Welcome to Anime by the Numbers, a new column dedicated to a metrics-driven approach to exploring the world of anime and manga. My name is Miles Atherton, and for the maiden voyage of this column, I wanted to dig deeper into a recent iteration of the column that made me a religious ComicsBeat reader in the first place nearly a decade ago: Titling at Windmills — specifically Brian Hibbs’ annual analysis of comic sales employing data from Nielsen Bookscan.

While my own experience is more focused on the anime side of the industry, manga is still core, and impossible to ignore if one hopes to understand the ecosystem. After all, while Americans like myself simply do not read at the rate as the rest of the world — something validated by our bottom-ranked consumption of manga relative to anime viewership among G7 nations — the people who do read manga are the taste-makers of the anime world, the cutting-edge fans. 

So it happed that when I was trawling Brian’s article and trying to compare numbers to the previous years I noticed something that warmed my Straw Hat heart. While manga sales overall have been in steep decline, in 2023, One Piece tacked the opposite direction, growing 27% in unit sales over the year prior, nearly mirroring the percentage drop in unit sales of manga overall.

Before we dig into why One Piece bucked the trend, we first need to understand why the US manga market has fallen so precipitously. Losing 26% of volume sales over the course of a single year is a massive change, but it can be best understood as is a reversion to the mean.

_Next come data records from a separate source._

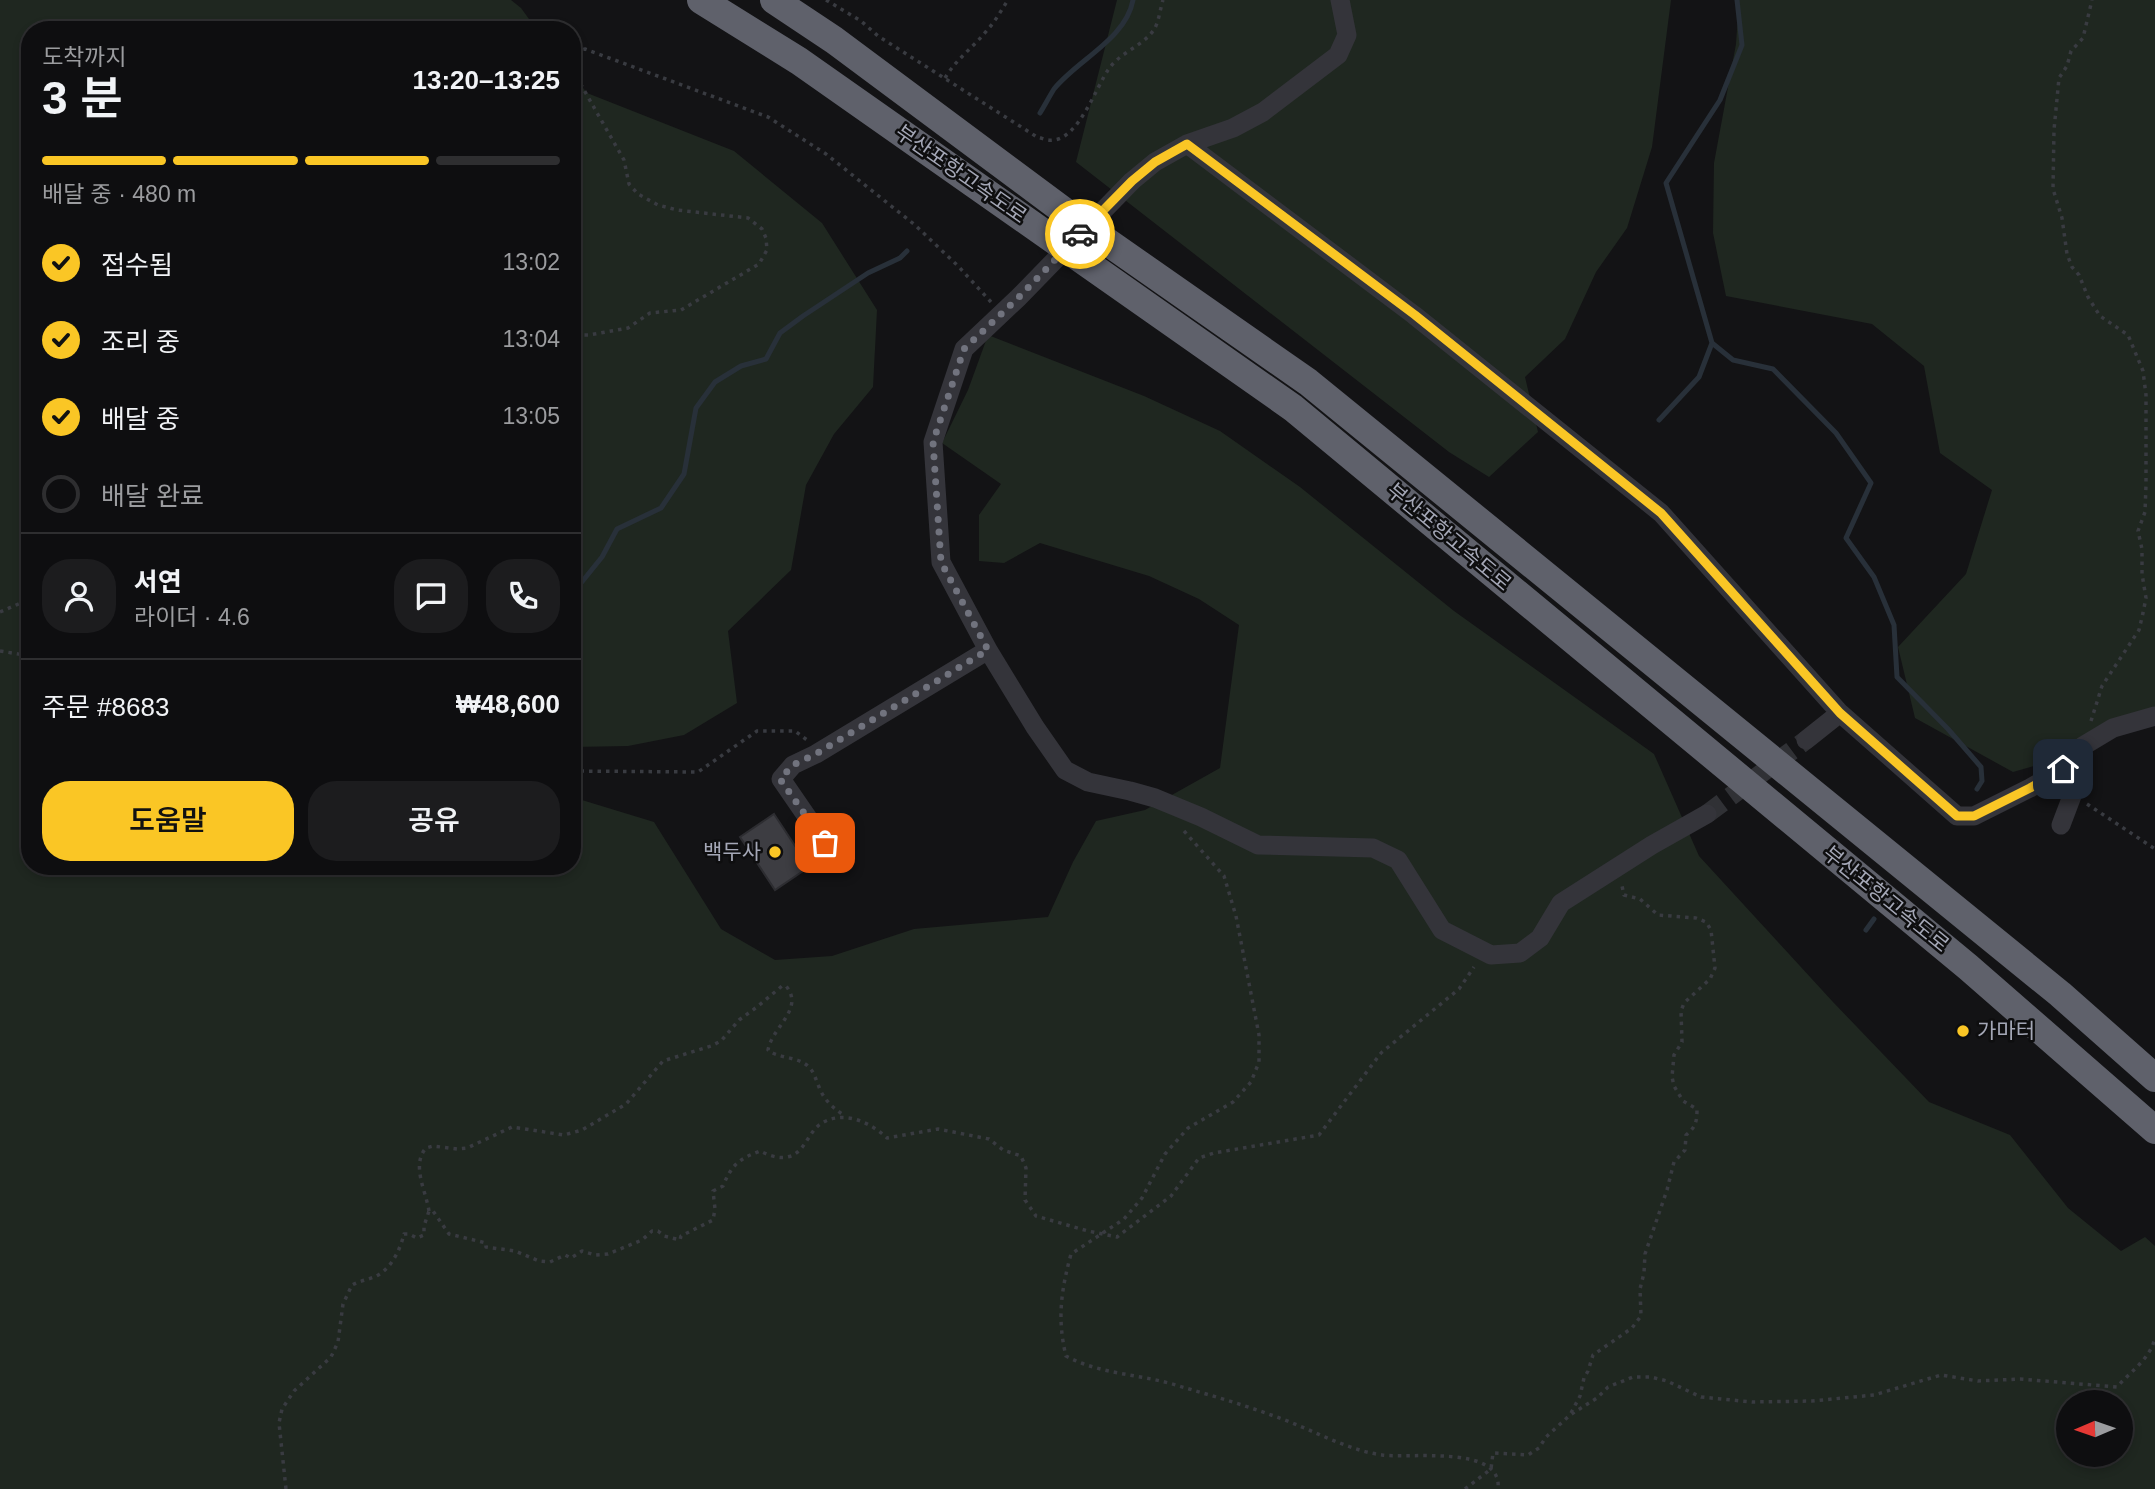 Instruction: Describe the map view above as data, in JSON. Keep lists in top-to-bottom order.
{
  "streets": {
    "highway": ["부산포항고속도로"]
  },
  "places": ["백두사", "가마터"],
  "north": "left",
  "page": {
    "heading": ["3 분", "도착까지", "13:20–13:25"],
    "panel": [
      "서연",
      "라이더 · 4.6",
      "주문 #8683",
      "₩48,600"
    ],
    "bar": "배달 중 · 480 m",
    "list": [
      ["접수됨", "13:02"],
      ["조리 중", "13:04"],
      ["배달 중", "13:05"],
      "배달 완료"
    ],
    "buttons": ["도움말", "공유"]
  }
} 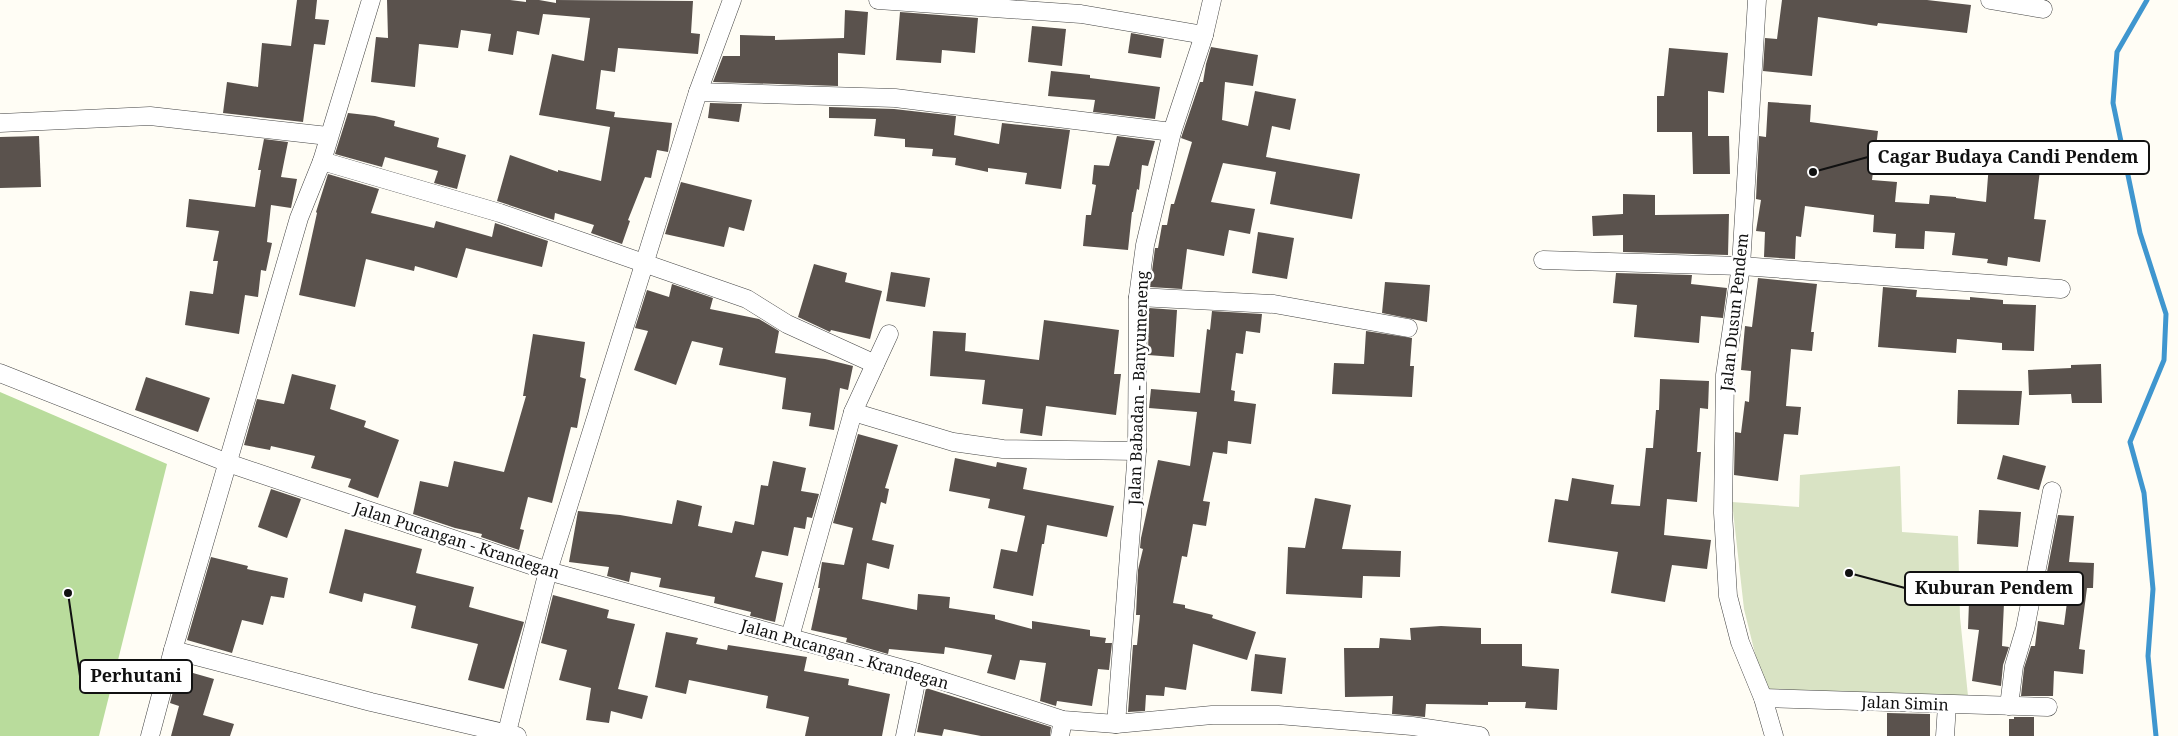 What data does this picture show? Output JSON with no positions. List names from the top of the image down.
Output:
{
  "streets": {
    "street": [
      "Jalan Dusun Pendem",
      "Jalan Babadan - Banyumeneng",
      "Jalan Pucangan - Krandegan",
      "Jalan Simin"
    ]
  },
  "crossings": [
    ["Jalan Dusun Pendem", "Jalan Simin"],
    ["Jalan Babadan - Banyumeneng", "Jalan Pucangan - Krandegan"]
  ],
  "places": ["Cagar Budaya Candi Pendem", "Kuburan Pendem", "Perhutani"]
} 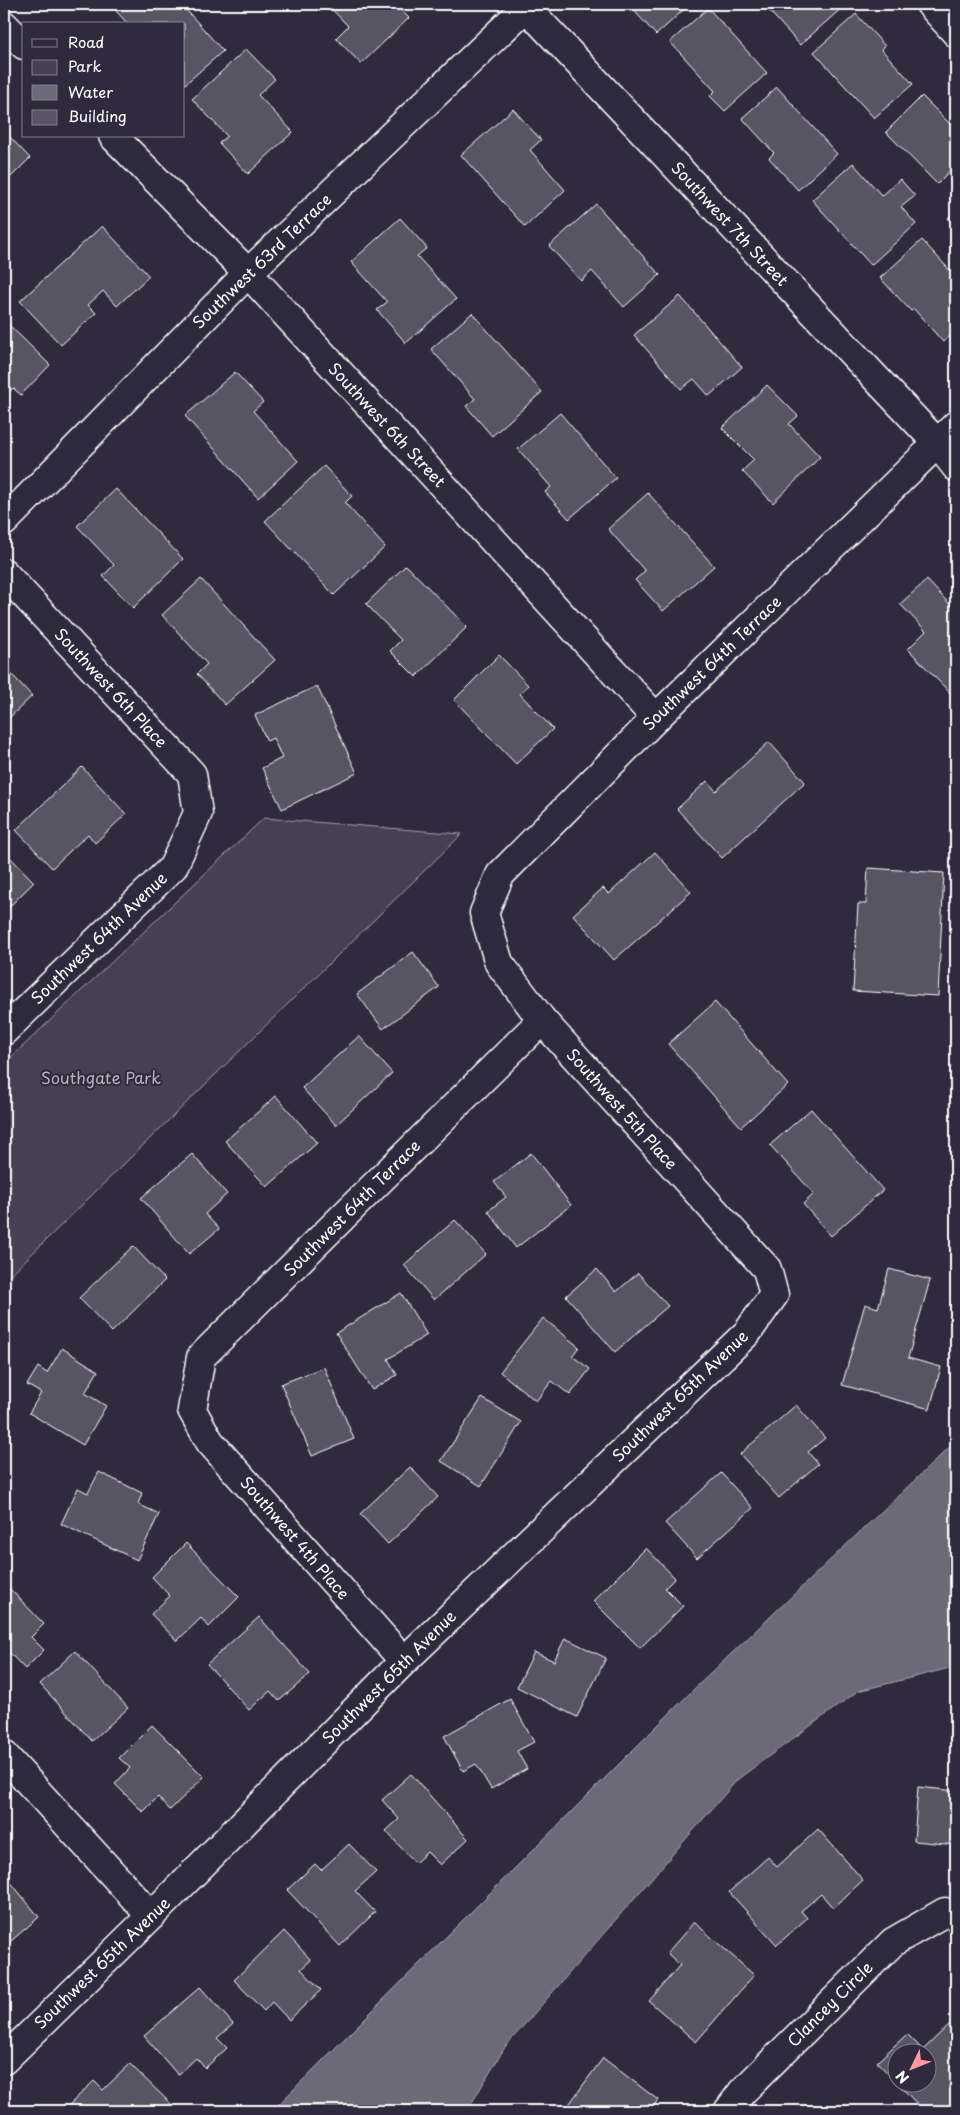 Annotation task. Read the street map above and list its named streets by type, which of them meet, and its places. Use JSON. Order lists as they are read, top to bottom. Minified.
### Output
{"streets":{"street":["Southwest 7th Street","Southwest 63rd Terrace","Southwest 6th Street","Southwest 64th Terrace","Southwest 6th Place","Southwest 64th Avenue","Southwest 5th Place","Southwest 65th Avenue","Southwest 4th Place","Clancey Circle"]},"crossings":[["Southwest 7th Street","Southwest 63rd Terrace"],["Southwest 7th Street","Southwest 64th Terrace"],["Southwest 63rd Terrace","Southwest 6th Street"],["Southwest 6th Street","Southwest 64th Terrace"],["Southwest 64th Terrace","Southwest 5th Place"],["Southwest 64th Terrace","Southwest 4th Place"],["Southwest 6th Place","Southwest 64th Avenue"],["Southwest 5th Place","Southwest 65th Avenue"],["Southwest 65th Avenue","Southwest 4th Place"]],"parks":["Southgate Park"],"legend":["Road","Park","Water","Building"],"north":"bottom left"} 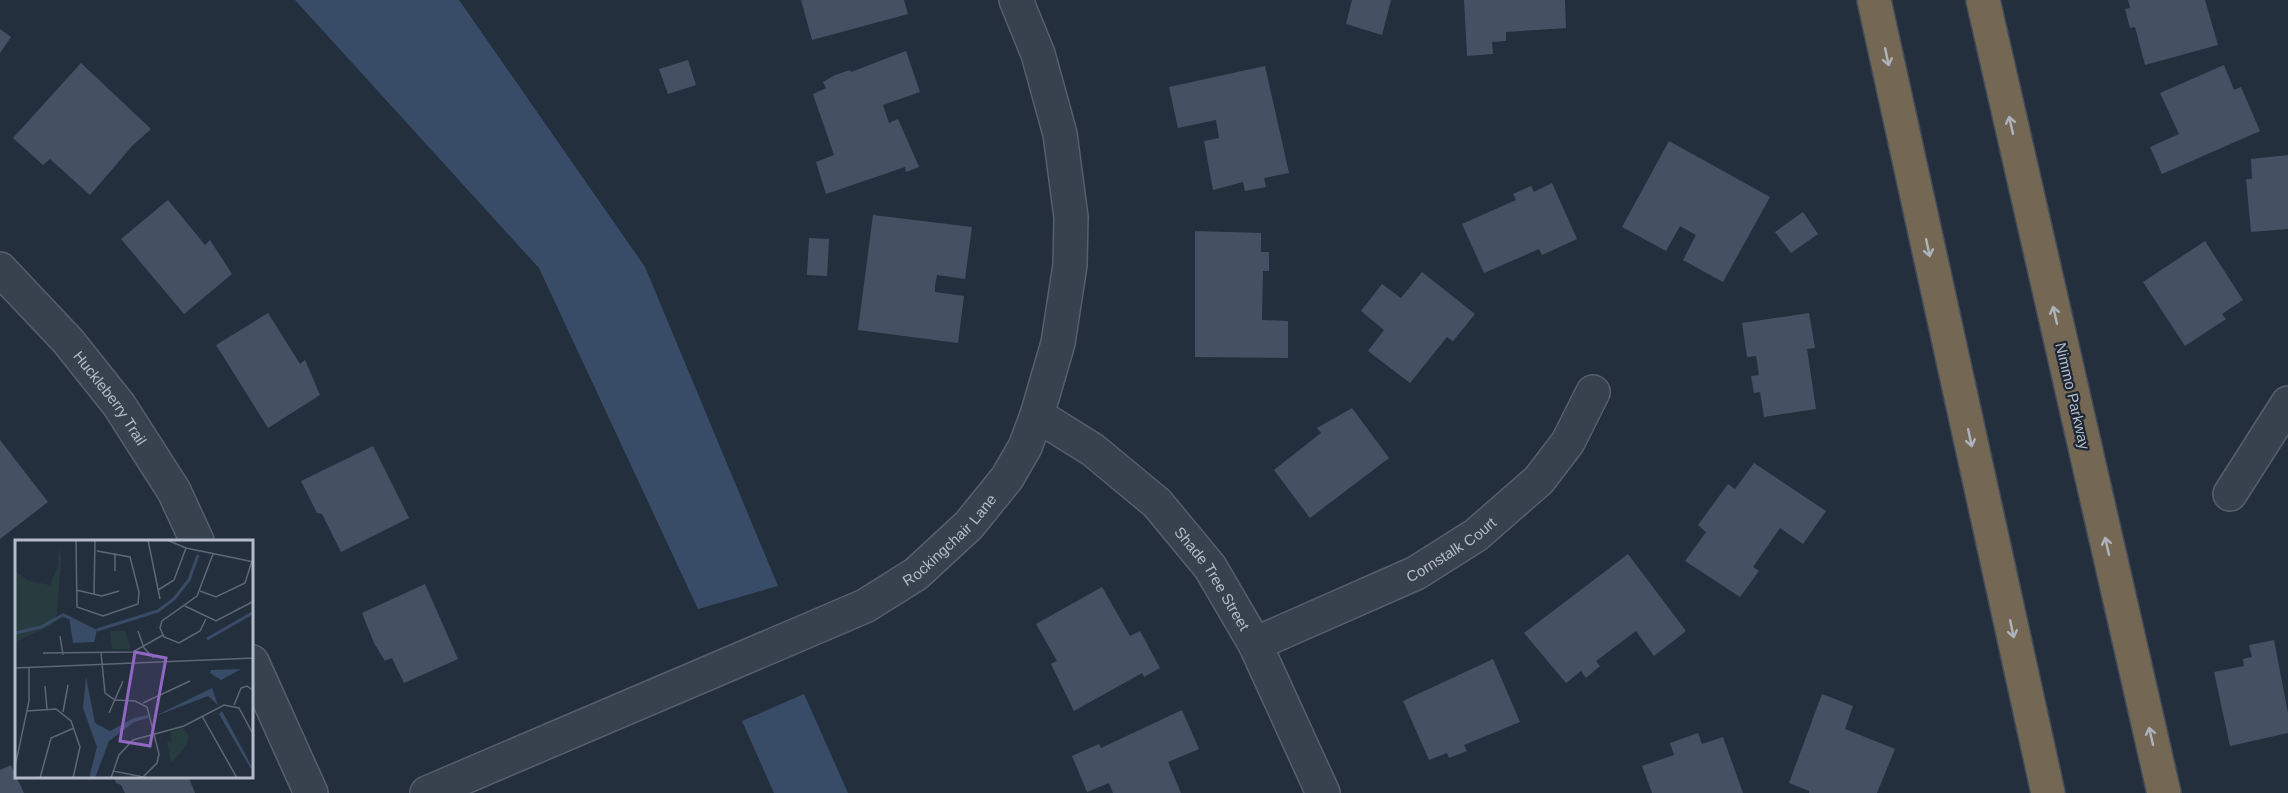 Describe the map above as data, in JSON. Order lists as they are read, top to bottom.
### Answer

YearUS Manga Sales, by Volumes Sold 2017 5.9M 2018 6.1M 2019 7.5M 2020 10.8M 2021 27.7M 2022 29.6M 2023 21.8M
Source: Bookscan

Like so many other hobbies, manga spiked during the pandemic lockdowns brought upon by COVID-19. And in hindsight, it’s easy to understand why: Japanese pop media was ripe for global domination. The sorts of entertainment with the most to gain during the pandemic usually were either a nostalgic favorite to provide a sense of comfort, a hobby best experienced alone, or a tactile experience to combat the fatigue many felt from living both their work and personal lives predominantly through screens. Manga was all three.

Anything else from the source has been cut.